I will keep it short.
He lived in the house up until about November 2005. No running water or gas since we moved in (2002) and no electricity for the last several months. Word on the street (not that word from his mouth would be any more reliable) it is going to an investment firm; trade- house to live in for 1 month, back taxes and fees paid, and a few thousand $. Sad, because had he not been so stuborn in the past years he could have gotten enough money to buy another (modest and out in the country) house. Good, the house may be torn down before it falls down and he didn't lose everything.
Then came the stripping (and selling) of siding for crack and whores.

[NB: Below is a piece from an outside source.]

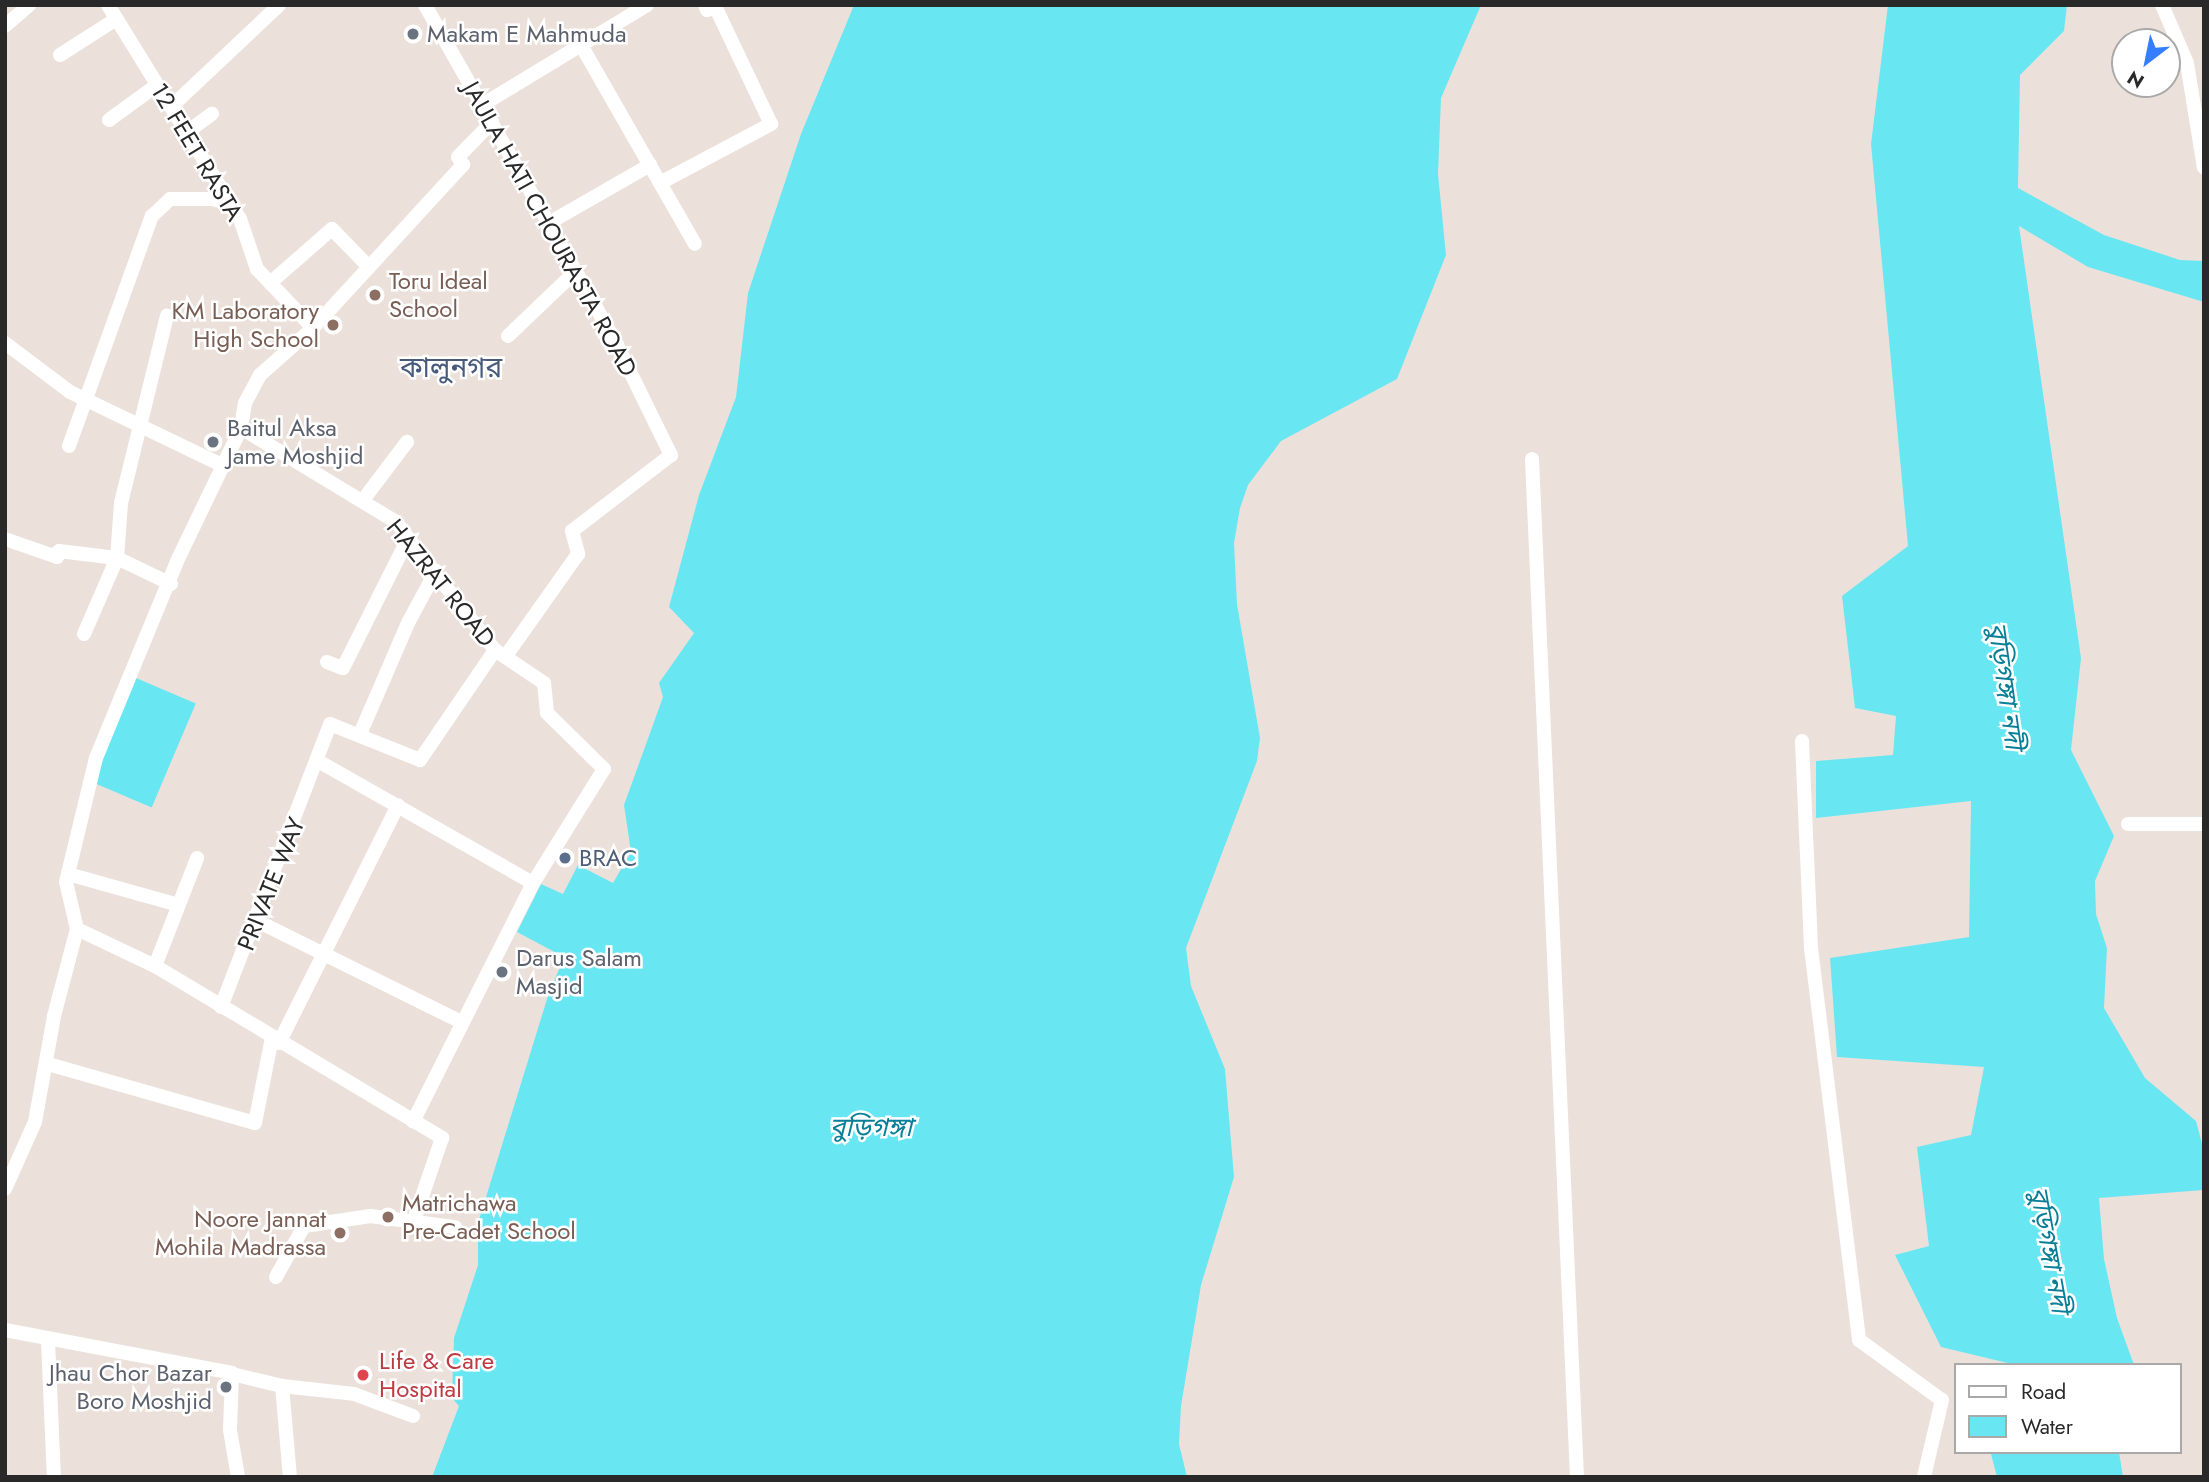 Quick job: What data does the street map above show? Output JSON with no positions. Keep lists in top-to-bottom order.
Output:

What is desperation? When you house is falling down and looks like this?
NOPE!
It is when you strip the siding off of your (falling down) house and sell if for crack money and an afternoon of bliss with Crazy Ray's hookin' daughter
Then this summer we found a great new use for the Blue Stringy-E Machin-E.
After a Guiness or 2 on my front porch yesterday....and hours spent trying to get our freaking computers networked the way I want, I decided to review my crappy garden to see what is dead or what weeds have taken over.
I notice an unusual 3 dimensional brown spot in the yard.
Upon further investigation, I discover it is a very large and very dead chipmunk. The removal of dead things from our yard is always disturbing to me. Just the thought of a rotting, smelly, bug infested thing being there is bad enough but where in the hell do we dispose of it? Trash guys won't be here for a couple more days so I am NOT putting in the trash to further stink up the can. Don't want to leave it there. Don't want to just toss it in the alley.
A couple of us discussed the options for a few minutes and...... that’s how the concept of Edgewood Olympics was born.
Catapult the dead into the hole in Butch's roof. Contestants would have to bring their own dead and construct their own catapults. Yes, I know that Monty Python has already catapulted dead animals -but that was over a castle wall. In the Edgewood Olympics, you see, participants will need to get the carcass into a hole in the roof.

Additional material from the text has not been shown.